* What the exercise asks *
Find every line below with the string "head" and pick it out.

* Source information *
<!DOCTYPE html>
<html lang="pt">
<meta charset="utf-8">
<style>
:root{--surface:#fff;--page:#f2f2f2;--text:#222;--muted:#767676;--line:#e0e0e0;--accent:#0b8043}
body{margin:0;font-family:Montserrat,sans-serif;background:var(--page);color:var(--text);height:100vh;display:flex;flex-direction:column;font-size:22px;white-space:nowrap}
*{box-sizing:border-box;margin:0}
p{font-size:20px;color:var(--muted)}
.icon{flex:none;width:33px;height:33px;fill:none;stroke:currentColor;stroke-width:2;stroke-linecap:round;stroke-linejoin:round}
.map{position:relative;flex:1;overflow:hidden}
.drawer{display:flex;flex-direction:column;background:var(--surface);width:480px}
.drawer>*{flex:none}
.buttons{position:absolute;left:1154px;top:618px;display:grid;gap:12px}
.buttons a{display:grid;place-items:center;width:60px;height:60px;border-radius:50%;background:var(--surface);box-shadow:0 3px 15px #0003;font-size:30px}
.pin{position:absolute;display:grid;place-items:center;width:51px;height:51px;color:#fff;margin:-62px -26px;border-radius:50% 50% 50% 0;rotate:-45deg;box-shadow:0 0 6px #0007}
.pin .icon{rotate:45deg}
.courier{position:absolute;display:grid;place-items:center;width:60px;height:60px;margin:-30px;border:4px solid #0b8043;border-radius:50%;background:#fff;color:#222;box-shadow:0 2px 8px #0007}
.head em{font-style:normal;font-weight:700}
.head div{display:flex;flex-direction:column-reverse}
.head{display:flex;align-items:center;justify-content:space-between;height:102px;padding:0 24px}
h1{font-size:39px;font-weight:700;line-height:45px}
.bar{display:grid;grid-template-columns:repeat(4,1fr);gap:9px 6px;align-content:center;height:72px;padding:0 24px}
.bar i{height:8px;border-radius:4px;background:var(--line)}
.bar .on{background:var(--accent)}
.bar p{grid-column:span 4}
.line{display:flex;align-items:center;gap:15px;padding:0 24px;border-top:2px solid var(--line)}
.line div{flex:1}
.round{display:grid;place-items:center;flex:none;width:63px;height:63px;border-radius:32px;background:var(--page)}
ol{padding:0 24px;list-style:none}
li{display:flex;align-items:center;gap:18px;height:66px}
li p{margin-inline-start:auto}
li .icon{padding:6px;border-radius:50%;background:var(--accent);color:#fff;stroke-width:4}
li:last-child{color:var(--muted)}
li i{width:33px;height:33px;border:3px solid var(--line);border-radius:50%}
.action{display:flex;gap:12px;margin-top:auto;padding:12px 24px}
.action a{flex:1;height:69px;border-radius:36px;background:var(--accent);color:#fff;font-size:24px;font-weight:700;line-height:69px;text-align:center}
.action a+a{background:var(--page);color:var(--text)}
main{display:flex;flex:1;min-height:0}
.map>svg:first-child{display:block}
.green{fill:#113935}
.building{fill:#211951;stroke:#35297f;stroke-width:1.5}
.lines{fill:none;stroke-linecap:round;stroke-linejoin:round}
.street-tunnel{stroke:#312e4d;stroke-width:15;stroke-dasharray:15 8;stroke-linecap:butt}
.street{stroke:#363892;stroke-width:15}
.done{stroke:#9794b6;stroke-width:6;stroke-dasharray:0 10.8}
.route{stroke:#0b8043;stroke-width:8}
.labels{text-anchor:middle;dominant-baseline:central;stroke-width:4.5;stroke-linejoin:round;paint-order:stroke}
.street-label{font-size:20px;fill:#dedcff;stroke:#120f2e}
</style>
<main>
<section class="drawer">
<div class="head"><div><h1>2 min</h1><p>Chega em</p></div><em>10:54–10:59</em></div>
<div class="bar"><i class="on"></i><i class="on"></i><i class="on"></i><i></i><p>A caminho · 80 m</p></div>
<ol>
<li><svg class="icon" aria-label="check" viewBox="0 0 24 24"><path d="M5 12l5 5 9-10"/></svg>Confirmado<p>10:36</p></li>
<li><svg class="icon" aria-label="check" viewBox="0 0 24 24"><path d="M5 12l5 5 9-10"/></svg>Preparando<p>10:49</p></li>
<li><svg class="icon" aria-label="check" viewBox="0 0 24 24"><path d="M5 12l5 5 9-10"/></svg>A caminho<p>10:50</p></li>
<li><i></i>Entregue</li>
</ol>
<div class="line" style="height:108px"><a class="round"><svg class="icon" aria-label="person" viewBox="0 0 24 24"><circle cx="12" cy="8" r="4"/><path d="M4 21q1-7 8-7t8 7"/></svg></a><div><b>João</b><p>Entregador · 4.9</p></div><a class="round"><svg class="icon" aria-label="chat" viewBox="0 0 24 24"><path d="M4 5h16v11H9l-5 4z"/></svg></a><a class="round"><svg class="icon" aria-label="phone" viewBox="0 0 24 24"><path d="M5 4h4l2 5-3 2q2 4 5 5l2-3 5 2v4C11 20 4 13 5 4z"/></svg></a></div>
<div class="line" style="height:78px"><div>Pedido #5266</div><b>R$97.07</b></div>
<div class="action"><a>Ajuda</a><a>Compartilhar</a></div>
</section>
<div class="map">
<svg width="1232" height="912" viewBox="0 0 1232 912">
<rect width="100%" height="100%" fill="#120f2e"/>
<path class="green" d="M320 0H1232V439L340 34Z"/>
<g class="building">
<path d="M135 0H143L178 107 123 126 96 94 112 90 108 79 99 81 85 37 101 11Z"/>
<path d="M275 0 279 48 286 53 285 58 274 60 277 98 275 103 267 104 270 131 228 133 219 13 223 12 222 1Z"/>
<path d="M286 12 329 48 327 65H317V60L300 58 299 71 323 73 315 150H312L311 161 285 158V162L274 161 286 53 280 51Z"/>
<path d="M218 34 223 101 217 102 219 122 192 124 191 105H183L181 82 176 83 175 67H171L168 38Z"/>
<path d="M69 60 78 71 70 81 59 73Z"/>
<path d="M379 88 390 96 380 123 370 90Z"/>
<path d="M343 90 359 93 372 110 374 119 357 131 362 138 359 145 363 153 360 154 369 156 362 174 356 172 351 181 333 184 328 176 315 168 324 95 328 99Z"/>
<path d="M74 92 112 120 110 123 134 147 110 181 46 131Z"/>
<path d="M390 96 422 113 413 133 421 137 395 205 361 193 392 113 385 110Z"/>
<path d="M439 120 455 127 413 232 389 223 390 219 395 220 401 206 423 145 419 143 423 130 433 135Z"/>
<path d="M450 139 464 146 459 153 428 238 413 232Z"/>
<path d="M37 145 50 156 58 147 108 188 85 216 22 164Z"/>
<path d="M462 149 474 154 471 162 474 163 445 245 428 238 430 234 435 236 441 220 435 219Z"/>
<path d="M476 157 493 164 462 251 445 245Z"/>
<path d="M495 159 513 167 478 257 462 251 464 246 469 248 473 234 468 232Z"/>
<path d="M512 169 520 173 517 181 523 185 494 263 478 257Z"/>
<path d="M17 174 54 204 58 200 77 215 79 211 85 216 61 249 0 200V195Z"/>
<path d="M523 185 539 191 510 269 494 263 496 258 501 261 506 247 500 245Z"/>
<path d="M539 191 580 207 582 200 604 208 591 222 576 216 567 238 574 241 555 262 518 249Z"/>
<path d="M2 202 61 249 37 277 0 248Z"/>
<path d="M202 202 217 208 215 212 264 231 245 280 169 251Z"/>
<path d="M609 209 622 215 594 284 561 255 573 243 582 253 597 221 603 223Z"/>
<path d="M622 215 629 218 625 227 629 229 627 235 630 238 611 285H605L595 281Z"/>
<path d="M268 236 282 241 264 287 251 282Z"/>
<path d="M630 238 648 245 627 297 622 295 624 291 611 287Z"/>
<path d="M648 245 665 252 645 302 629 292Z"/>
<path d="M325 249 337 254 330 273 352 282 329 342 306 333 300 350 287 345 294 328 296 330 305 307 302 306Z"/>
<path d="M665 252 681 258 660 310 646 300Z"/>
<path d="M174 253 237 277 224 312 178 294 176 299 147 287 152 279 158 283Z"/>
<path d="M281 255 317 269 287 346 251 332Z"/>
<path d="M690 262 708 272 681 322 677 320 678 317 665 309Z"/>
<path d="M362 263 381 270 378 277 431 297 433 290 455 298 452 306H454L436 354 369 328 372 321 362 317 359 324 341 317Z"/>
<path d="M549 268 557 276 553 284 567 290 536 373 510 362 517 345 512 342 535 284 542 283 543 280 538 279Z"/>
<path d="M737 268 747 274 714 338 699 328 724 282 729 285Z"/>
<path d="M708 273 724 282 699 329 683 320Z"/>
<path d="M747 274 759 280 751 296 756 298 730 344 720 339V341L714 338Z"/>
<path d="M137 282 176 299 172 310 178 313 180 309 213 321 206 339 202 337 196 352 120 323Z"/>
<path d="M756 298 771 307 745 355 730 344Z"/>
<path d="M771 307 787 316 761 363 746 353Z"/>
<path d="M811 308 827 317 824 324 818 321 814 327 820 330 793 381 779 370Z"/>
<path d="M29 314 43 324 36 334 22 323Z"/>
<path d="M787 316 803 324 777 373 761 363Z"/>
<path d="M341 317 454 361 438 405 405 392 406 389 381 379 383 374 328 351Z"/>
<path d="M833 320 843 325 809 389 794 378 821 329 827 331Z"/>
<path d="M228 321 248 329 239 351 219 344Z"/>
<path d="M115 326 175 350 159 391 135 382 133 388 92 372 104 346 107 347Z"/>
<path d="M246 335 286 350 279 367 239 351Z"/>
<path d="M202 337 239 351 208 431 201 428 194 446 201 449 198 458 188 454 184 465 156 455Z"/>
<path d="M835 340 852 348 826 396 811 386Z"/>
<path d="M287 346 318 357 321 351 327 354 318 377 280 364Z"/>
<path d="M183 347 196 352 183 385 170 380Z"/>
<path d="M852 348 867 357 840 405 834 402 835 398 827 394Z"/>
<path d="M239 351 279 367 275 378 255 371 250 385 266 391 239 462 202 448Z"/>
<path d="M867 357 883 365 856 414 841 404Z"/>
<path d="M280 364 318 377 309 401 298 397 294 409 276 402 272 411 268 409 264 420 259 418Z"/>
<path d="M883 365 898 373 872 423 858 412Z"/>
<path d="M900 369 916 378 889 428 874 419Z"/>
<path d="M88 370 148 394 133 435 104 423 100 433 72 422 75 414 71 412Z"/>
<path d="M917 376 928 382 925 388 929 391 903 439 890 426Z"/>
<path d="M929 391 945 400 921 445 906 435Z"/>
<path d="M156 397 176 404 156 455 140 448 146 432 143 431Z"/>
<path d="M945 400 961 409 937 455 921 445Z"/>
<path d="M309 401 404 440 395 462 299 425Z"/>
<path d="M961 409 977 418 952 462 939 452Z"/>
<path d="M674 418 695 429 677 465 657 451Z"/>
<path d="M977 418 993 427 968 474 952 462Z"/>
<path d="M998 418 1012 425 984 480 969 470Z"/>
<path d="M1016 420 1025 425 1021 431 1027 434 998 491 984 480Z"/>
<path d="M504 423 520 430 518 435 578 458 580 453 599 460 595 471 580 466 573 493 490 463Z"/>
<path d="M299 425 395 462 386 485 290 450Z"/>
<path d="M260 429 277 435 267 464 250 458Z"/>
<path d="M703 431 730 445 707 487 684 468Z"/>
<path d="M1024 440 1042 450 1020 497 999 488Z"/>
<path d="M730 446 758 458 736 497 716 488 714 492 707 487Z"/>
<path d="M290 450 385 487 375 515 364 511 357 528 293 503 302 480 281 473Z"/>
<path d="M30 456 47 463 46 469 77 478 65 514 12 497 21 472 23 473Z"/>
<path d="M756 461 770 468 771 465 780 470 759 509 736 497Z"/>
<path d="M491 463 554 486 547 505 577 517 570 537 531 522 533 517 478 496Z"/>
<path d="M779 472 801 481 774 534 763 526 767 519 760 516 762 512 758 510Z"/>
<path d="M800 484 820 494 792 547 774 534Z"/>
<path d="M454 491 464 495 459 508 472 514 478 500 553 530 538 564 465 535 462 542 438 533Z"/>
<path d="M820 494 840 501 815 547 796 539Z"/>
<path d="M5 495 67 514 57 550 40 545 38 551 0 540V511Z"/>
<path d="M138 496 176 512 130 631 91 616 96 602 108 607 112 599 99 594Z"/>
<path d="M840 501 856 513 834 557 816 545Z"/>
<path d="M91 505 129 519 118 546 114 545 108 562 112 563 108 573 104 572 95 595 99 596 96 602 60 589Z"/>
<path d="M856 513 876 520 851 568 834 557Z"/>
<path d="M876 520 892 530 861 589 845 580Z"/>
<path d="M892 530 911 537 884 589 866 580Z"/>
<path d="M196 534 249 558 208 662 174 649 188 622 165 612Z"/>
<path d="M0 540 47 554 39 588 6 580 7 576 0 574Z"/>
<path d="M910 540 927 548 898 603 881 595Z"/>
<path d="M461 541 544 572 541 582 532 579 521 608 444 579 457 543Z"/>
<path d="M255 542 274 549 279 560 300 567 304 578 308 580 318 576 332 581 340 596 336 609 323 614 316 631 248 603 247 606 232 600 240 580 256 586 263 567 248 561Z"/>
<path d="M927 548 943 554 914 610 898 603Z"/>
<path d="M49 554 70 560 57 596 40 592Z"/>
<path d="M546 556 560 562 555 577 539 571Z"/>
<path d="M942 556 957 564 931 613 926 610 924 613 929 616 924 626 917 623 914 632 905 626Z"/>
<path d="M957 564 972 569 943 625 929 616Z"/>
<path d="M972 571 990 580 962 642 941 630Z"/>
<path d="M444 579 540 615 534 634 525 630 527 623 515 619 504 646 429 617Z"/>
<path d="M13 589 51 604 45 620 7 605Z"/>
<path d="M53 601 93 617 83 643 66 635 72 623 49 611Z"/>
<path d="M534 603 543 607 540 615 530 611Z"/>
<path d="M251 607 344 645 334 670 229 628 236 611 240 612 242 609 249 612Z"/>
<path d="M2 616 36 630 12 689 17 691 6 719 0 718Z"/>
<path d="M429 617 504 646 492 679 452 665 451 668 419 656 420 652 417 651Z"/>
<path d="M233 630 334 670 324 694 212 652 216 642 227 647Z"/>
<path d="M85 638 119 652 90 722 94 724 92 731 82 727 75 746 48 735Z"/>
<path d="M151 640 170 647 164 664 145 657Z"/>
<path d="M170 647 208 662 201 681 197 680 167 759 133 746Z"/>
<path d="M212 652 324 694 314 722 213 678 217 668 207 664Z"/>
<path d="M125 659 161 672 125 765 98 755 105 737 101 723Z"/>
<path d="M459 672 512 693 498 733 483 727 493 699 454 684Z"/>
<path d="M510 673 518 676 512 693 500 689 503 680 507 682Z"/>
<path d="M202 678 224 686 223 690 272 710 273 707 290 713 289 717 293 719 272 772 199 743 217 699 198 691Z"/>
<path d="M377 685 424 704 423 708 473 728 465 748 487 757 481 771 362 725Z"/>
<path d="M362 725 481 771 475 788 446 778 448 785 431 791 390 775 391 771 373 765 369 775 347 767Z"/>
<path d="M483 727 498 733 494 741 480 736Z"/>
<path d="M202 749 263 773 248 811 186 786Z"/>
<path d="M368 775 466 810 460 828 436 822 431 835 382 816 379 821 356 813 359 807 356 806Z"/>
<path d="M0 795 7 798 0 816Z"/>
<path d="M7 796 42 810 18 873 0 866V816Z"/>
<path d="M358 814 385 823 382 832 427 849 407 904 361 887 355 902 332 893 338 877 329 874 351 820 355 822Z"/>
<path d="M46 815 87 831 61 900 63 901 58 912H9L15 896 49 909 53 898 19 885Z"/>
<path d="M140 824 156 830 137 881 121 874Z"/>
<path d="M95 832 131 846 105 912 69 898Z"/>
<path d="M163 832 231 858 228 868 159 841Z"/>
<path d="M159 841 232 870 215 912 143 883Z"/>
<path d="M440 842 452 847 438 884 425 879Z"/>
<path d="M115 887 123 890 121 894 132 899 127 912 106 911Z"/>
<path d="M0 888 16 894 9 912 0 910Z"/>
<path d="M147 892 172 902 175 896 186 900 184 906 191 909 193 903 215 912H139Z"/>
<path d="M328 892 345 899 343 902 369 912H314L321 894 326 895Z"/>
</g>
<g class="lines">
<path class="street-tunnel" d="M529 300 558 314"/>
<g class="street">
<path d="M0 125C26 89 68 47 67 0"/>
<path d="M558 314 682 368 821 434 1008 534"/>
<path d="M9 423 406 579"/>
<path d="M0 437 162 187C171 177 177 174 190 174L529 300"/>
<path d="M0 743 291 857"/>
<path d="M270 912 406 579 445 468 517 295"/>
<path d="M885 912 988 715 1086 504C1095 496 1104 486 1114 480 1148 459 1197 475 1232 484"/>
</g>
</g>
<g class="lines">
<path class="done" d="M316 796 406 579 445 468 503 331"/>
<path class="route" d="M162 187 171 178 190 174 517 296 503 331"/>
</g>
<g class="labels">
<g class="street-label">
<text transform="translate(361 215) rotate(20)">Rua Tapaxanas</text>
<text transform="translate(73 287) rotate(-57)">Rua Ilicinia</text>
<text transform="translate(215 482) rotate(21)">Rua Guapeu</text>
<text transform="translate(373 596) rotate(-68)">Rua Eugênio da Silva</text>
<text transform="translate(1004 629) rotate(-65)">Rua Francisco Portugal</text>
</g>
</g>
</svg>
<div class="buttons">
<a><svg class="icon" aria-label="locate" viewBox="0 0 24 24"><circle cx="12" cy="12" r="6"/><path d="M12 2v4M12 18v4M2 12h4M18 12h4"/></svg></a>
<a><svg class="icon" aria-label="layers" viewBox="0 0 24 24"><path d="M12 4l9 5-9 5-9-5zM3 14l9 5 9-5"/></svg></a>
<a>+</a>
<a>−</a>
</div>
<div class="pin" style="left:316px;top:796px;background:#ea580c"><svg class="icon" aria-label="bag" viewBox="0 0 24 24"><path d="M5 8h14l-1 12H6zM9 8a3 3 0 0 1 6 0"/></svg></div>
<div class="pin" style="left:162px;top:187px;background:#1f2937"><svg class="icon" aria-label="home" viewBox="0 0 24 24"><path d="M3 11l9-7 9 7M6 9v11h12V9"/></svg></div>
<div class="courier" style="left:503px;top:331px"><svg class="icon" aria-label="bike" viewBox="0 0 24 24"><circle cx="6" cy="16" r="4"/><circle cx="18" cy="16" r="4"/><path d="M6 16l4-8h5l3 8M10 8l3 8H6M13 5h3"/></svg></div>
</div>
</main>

* Response box *
.head em{font-style:normal;font-weight:700}
.head div{display:flex;flex-direction:column-reverse}
.head{display:flex;align-items:center;justify-content:space-between;height:102px;padding:0 24px}
<div class="head"><div><h1>2 min</h1><p>Chega em</p></div><em>10:54–10:59</em></div>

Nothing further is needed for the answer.